A person with established  CAD who is not been prescribed a  statin (Cholesterol lowering drug)  can be sued straight away,  even if the patient has no adverse outcome due to the nonprescription of that drug. The issue here is , the doctor  has not prescribed  a drug which has  proven benefit .The law is clear on that .Most will  agree that,  the  doctor is at fault ,  and he  is never protected  even by their  colleagues .He  can’t defend his action.

What are the medical errors that can never* be sued in court of law !

But the same doctor who opens up a totally occluding coronary artery in an asymptomatic patient(CTO -chronic total occlusion) and lands up  in a complication and the  patient dies. This could be  major guideline violation as opening a CTO in an incidentally detected , asymptomatic patient is a class 3 recommendation. Neither the physician, patient , institution  nor  the regulatory authorities bother about this even though there is strong case for censure , in reality it never happens. Number  of  experts from leading hospitals do this procedure in live work shop all over the world with full media glare, It is an irony the same  experts are only  writing  in their  guidelines  that  these procedures should not be done inappropriately.
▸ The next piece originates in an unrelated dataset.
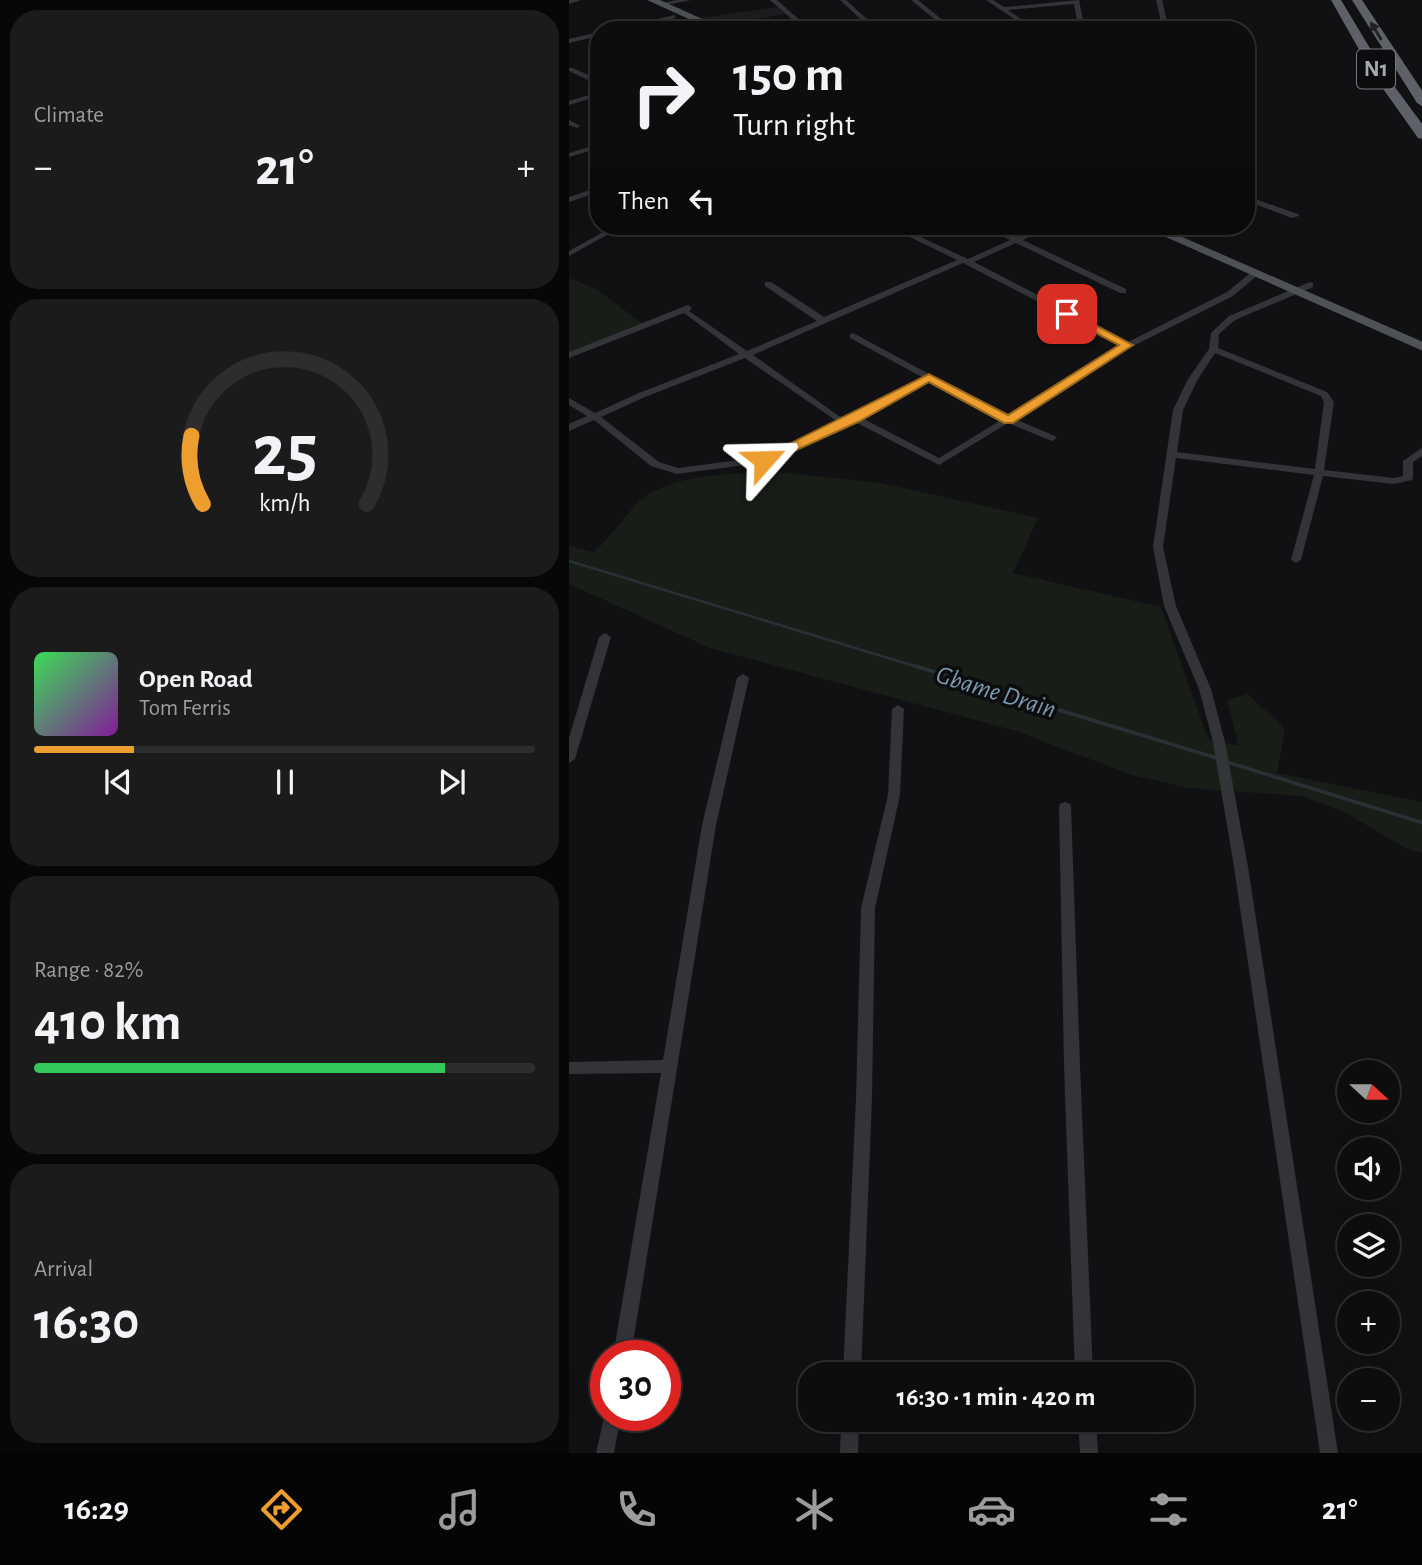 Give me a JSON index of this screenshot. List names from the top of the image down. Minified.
{"streets":{"highway":["N1"]},"water":["Gbame Drain"],"north":"right","page":{"tile":["Climate",["Range · 82%","410 km"],["Arrival","16:30"]],"turn":["150 m","Turn right"],"heat":["−","21°","+"],"then":"Then","song":["Open Road","Tom Ferris"],"map_buttons":["+","−"],"limit":"30","trip":"16:30 · 1 min · 420 m","tabs":["16:29","21°"],"gauge":["25","km/h"]}}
And this medical  error ( Should we call it a  crime if it is knowingly done ! )   keeps growing as the physician never feels guilty about it .

The message here is

 A physician of a state of the art hospital,  in a scientifically advanced  country  goes scott free and guilt free  even if he openly violate the scientific guidelines and do a inappropriate procedure that result in a patient death. Mean while a small time physician in a remote place in the same country can be taken to task  for not prescribing a officially  recommended drug (By standard guidelines) .He will be labelled unscientific and unethical even if his non prescription , had not caused any untoward health outcome .

In short , in today’s modern medical practice 

 Even a  ” Minor error of  ommision”   attracts guilt and perceived fear among the physicians. Meanwhile  many  of the ” Major errors of commission”  done by professionals are rarely frowned upon and thus these  mistakes continue to perpetuate !

*There should be a strong provision in medical law to address the issue of inappropriate procedures even if the procedure has not resulted any untoward effect to the patient.